WHAT YOU WILL DO:
Below are records; count the lines that hold the string "长虹北路" and give only the count.

Stored data entries:
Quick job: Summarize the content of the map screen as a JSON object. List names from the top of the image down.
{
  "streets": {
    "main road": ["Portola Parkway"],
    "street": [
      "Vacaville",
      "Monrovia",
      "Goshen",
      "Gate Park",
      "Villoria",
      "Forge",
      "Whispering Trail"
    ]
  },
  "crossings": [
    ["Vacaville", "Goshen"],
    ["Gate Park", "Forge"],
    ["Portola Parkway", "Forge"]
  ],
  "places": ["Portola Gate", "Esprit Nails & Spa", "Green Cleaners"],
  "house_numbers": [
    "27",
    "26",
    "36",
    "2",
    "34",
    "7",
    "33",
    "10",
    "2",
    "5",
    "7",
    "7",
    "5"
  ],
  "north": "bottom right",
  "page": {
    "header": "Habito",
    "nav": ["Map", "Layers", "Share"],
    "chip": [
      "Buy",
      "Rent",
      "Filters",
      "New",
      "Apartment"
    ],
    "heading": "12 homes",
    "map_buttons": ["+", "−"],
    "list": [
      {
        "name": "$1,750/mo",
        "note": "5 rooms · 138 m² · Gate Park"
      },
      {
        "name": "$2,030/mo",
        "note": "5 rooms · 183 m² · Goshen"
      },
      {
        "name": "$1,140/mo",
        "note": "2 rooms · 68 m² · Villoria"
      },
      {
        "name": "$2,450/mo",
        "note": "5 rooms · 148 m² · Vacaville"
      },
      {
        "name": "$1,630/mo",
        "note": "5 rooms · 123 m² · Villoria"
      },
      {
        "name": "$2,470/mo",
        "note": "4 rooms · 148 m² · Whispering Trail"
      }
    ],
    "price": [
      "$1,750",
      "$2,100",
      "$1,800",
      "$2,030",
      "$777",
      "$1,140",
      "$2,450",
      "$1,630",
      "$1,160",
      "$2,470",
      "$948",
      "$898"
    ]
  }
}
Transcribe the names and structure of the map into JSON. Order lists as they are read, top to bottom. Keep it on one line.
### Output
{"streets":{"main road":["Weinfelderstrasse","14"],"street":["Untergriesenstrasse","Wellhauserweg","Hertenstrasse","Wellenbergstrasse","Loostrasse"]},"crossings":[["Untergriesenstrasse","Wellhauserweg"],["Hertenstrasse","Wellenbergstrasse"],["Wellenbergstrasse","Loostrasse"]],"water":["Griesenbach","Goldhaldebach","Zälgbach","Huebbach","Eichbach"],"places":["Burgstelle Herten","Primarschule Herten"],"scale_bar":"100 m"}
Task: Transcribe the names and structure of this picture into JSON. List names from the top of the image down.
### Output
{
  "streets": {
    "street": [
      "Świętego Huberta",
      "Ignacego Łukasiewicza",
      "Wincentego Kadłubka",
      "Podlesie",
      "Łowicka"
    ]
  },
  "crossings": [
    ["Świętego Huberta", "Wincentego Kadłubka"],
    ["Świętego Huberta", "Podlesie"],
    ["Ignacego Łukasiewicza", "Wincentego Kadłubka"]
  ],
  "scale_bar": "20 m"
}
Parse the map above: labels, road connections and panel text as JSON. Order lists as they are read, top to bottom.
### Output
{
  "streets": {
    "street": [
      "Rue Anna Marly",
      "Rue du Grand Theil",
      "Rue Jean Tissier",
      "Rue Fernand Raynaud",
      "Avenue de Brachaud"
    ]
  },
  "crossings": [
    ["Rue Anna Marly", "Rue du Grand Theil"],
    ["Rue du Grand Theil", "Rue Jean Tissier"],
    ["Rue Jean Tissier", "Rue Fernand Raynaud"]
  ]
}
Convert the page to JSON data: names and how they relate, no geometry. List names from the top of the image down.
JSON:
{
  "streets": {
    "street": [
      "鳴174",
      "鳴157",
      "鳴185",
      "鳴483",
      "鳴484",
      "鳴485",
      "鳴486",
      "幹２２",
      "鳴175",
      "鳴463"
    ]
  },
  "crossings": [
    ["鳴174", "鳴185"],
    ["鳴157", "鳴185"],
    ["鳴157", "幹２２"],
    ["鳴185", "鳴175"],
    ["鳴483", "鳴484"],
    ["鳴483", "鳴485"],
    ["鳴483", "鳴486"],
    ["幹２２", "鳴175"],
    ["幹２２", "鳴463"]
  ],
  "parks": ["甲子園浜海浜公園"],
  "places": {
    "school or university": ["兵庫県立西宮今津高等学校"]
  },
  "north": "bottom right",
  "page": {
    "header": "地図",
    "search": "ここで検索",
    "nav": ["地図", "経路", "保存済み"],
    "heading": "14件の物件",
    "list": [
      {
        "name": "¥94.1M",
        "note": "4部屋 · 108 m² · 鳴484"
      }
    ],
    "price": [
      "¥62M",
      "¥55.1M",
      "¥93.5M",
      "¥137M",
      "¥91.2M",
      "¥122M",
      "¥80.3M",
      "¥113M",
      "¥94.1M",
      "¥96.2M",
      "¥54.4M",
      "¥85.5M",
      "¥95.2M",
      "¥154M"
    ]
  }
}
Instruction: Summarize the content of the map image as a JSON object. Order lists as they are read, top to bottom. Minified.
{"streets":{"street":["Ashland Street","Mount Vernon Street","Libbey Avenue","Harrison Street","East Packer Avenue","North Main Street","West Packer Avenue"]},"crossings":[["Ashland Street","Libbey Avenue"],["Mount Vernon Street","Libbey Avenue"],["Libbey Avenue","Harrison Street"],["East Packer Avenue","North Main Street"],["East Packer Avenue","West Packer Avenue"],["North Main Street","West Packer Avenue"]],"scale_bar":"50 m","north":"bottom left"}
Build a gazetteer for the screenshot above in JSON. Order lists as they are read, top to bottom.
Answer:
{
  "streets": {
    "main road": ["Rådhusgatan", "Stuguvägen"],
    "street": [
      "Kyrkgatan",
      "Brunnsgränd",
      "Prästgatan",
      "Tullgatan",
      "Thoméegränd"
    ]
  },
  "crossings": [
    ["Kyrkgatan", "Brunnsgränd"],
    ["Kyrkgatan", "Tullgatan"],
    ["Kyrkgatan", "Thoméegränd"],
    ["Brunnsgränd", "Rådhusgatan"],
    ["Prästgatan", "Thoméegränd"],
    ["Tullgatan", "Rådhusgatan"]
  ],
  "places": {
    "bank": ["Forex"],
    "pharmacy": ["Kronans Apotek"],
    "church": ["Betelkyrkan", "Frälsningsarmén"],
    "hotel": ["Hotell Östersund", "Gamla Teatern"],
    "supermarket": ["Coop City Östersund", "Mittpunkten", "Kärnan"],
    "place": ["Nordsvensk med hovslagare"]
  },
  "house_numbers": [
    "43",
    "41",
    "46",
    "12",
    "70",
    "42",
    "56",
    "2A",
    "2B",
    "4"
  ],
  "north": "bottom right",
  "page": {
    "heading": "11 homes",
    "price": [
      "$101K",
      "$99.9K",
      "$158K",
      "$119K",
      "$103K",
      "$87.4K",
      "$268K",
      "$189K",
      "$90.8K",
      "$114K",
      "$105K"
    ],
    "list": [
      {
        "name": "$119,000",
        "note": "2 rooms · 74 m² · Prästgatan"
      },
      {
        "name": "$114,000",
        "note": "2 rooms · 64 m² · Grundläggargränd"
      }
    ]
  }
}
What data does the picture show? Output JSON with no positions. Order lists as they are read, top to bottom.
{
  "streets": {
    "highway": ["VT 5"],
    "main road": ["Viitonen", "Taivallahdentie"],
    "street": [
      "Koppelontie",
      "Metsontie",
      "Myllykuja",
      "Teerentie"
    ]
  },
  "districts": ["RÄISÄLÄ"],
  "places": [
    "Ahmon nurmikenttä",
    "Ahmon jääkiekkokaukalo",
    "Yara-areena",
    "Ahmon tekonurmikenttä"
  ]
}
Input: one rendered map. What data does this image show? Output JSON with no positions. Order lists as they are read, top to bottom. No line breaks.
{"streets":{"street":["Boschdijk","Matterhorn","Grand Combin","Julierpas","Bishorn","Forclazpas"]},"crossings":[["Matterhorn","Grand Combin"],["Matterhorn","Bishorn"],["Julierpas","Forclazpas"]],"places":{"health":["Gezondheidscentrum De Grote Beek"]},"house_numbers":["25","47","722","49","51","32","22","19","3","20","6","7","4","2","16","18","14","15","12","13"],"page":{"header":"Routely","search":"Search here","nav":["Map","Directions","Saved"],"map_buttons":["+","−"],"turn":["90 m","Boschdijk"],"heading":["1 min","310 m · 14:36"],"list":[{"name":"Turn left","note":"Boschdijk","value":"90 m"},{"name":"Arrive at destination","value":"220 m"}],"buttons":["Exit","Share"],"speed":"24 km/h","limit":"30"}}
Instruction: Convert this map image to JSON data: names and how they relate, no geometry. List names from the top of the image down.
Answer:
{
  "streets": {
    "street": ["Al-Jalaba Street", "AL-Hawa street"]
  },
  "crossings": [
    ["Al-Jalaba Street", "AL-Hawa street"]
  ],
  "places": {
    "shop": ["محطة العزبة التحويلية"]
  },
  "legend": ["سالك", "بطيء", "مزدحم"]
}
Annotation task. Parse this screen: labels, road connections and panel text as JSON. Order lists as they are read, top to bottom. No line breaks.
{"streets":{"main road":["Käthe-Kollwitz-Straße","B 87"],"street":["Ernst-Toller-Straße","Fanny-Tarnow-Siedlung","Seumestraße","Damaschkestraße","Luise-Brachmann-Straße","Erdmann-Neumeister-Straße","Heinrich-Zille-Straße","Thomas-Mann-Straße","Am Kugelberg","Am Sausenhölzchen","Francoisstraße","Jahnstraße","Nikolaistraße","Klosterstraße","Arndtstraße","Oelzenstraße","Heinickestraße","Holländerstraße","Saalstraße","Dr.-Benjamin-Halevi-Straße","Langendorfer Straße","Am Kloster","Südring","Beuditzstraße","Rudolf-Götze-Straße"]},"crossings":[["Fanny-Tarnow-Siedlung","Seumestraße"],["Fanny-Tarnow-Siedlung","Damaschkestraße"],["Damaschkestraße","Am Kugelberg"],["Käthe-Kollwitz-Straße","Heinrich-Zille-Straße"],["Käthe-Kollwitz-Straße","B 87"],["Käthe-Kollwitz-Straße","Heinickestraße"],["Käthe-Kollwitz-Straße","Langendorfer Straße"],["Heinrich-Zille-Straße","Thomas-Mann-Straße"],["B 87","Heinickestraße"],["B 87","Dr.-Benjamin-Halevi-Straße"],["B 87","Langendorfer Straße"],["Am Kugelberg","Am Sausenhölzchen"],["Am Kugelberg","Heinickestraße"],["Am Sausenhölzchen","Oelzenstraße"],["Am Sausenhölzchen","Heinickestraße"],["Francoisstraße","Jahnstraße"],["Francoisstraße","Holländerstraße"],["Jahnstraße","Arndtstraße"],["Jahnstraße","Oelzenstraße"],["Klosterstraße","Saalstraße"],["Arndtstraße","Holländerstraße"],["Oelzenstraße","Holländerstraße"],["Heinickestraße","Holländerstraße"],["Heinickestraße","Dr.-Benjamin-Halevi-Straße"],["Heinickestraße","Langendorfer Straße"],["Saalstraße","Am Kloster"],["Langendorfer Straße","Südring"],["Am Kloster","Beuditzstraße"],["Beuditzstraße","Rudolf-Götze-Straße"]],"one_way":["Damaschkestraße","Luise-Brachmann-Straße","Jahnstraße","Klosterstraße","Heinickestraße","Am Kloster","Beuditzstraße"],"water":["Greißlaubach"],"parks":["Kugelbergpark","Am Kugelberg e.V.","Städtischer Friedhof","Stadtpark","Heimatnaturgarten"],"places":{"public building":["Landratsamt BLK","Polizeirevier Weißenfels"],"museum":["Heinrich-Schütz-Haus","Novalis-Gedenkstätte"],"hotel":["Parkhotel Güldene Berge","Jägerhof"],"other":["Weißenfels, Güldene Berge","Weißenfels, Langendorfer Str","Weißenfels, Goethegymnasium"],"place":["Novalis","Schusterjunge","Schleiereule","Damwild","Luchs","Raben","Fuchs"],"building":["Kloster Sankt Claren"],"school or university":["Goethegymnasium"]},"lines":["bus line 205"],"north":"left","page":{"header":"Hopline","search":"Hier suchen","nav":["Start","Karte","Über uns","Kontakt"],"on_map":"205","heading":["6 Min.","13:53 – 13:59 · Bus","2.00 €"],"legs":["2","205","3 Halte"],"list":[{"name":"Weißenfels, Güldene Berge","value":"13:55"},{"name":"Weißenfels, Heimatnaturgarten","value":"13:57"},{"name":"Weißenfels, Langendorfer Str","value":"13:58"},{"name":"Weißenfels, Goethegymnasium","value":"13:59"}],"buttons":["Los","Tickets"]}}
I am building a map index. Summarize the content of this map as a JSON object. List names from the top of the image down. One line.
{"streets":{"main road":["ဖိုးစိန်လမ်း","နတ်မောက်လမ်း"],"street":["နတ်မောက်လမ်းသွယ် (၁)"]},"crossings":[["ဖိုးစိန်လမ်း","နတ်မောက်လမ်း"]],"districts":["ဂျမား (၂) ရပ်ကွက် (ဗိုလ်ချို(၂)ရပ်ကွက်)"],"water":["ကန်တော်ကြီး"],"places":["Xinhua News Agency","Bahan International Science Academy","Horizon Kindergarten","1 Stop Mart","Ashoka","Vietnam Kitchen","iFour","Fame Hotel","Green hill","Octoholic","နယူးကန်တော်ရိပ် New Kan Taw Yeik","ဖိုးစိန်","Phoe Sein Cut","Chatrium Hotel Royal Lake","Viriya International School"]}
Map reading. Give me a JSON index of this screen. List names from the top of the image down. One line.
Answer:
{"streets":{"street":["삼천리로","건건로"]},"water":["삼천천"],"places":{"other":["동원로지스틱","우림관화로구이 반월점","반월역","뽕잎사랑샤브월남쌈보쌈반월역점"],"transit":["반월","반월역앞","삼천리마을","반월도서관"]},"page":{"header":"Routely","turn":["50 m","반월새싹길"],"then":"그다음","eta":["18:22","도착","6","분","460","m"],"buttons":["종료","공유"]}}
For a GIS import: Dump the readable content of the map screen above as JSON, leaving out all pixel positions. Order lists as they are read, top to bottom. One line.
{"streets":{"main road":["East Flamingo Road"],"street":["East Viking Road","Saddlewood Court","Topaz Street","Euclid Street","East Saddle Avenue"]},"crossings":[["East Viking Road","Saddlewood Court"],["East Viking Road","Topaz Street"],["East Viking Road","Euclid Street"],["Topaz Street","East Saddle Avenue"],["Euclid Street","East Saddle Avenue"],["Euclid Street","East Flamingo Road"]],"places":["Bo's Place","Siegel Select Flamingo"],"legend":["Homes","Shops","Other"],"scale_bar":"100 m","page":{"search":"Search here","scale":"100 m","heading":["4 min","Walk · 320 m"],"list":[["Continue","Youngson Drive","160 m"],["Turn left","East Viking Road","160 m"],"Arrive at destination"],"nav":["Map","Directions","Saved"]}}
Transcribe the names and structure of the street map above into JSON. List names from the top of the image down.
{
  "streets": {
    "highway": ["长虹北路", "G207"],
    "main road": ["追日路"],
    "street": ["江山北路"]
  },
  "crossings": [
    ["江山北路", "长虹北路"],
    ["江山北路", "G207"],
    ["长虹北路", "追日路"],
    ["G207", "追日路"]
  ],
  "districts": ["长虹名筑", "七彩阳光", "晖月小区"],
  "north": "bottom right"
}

TASK RESULT:
3